----- PROVIDED DATA -----

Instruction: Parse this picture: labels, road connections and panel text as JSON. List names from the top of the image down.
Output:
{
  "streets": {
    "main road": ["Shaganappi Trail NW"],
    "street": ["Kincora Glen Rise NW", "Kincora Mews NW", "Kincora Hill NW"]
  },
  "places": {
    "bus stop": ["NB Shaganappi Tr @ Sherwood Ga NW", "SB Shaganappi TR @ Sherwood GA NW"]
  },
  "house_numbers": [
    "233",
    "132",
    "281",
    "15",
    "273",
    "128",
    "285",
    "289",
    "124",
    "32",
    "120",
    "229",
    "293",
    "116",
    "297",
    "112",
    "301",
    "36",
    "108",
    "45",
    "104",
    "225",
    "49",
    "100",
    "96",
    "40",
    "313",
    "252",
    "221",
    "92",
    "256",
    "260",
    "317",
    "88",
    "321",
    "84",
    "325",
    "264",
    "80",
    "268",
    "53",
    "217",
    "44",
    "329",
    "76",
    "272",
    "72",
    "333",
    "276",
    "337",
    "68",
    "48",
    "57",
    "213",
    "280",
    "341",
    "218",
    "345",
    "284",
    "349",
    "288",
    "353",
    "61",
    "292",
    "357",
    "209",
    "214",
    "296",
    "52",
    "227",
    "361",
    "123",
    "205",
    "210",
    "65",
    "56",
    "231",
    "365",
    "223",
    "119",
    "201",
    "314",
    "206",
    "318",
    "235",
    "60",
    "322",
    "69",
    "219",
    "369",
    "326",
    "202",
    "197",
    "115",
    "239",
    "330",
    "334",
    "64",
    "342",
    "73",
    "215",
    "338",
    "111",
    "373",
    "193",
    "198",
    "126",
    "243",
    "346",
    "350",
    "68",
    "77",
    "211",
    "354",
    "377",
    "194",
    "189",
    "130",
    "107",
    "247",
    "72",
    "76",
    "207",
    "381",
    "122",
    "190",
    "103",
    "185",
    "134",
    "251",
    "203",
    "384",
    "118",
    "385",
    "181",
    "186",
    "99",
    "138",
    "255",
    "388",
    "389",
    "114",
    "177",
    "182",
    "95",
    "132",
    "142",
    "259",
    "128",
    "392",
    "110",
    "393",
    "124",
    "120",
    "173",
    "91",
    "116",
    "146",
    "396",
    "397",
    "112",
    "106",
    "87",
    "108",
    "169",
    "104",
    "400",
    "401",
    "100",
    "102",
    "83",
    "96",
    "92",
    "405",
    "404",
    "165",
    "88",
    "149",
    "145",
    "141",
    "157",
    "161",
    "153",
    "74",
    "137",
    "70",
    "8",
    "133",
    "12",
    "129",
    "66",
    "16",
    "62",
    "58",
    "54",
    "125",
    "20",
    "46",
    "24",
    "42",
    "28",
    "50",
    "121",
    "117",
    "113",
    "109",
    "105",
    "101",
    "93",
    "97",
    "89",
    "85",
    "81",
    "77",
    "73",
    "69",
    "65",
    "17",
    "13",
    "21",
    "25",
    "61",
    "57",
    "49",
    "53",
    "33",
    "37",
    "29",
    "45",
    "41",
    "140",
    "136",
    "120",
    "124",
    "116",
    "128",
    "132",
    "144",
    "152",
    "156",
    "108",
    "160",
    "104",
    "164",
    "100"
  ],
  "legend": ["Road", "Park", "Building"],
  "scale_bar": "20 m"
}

-----

=== HOW TO COMPLETE THIS TASK ===
Copy each of the records above so that nothing differs from the original.

=== RESPONSE AREA ===
Instruction: Parse this picture: labels, road connections and panel text as JSON. List names from the top of the image down.
Output:
{
  "streets": {
    "main road": ["Shaganappi Trail NW"],
    "street": ["Kincora Glen Rise NW", "Kincora Mews NW", "Kincora Hill NW"]
  },
  "places": {
    "bus stop": ["NB Shaganappi Tr @ Sherwood Ga NW", "SB Shaganappi TR @ Sherwood GA NW"]
  },
  "house_numbers": [
    "233",
    "132",
    "281",
    "15",
    "273",
    "128",
    "285",
    "289",
    "124",
    "32",
    "120",
    "229",
    "293",
    "116",
    "297",
    "112",
    "301",
    "36",
    "108",
    "45",
    "104",
    "225",
    "49",
    "100",
    "96",
    "40",
    "313",
    "252",
    "221",
    "92",
    "256",
    "260",
    "317",
    "88",
    "321",
    "84",
    "325",
    "264",
    "80",
    "268",
    "53",
    "217",
    "44",
    "329",
    "76",
    "272",
    "72",
    "333",
    "276",
    "337",
    "68",
    "48",
    "57",
    "213",
    "280",
    "341",
    "218",
    "345",
    "284",
    "349",
    "288",
    "353",
    "61",
    "292",
    "357",
    "209",
    "214",
    "296",
    "52",
    "227",
    "361",
    "123",
    "205",
    "210",
    "65",
    "56",
    "231",
    "365",
    "223",
    "119",
    "201",
    "314",
    "206",
    "318",
    "235",
    "60",
    "322",
    "69",
    "219",
    "369",
    "326",
    "202",
    "197",
    "115",
    "239",
    "330",
    "334",
    "64",
    "342",
    "73",
    "215",
    "338",
    "111",
    "373",
    "193",
    "198",
    "126",
    "243",
    "346",
    "350",
    "68",
    "77",
    "211",
    "354",
    "377",
    "194",
    "189",
    "130",
    "107",
    "247",
    "72",
    "76",
    "207",
    "381",
    "122",
    "190",
    "103",
    "185",
    "134",
    "251",
    "203",
    "384",
    "118",
    "385",
    "181",
    "186",
    "99",
    "138",
    "255",
    "388",
    "389",
    "114",
    "177",
    "182",
    "95",
    "132",
    "142",
    "259",
    "128",
    "392",
    "110",
    "393",
    "124",
    "120",
    "173",
    "91",
    "116",
    "146",
    "396",
    "397",
    "112",
    "106",
    "87",
    "108",
    "169",
    "104",
    "400",
    "401",
    "100",
    "102",
    "83",
    "96",
    "92",
    "405",
    "404",
    "165",
    "88",
    "149",
    "145",
    "141",
    "157",
    "161",
    "153",
    "74",
    "137",
    "70",
    "8",
    "133",
    "12",
    "129",
    "66",
    "16",
    "62",
    "58",
    "54",
    "125",
    "20",
    "46",
    "24",
    "42",
    "28",
    "50",
    "121",
    "117",
    "113",
    "109",
    "105",
    "101",
    "93",
    "97",
    "89",
    "85",
    "81",
    "77",
    "73",
    "69",
    "65",
    "17",
    "13",
    "21",
    "25",
    "61",
    "57",
    "49",
    "53",
    "33",
    "37",
    "29",
    "45",
    "41",
    "140",
    "136",
    "120",
    "124",
    "116",
    "128",
    "132",
    "144",
    "152",
    "156",
    "108",
    "160",
    "104",
    "164",
    "100"
  ],
  "legend": ["Road", "Park", "Building"],
  "scale_bar": "20 m"
}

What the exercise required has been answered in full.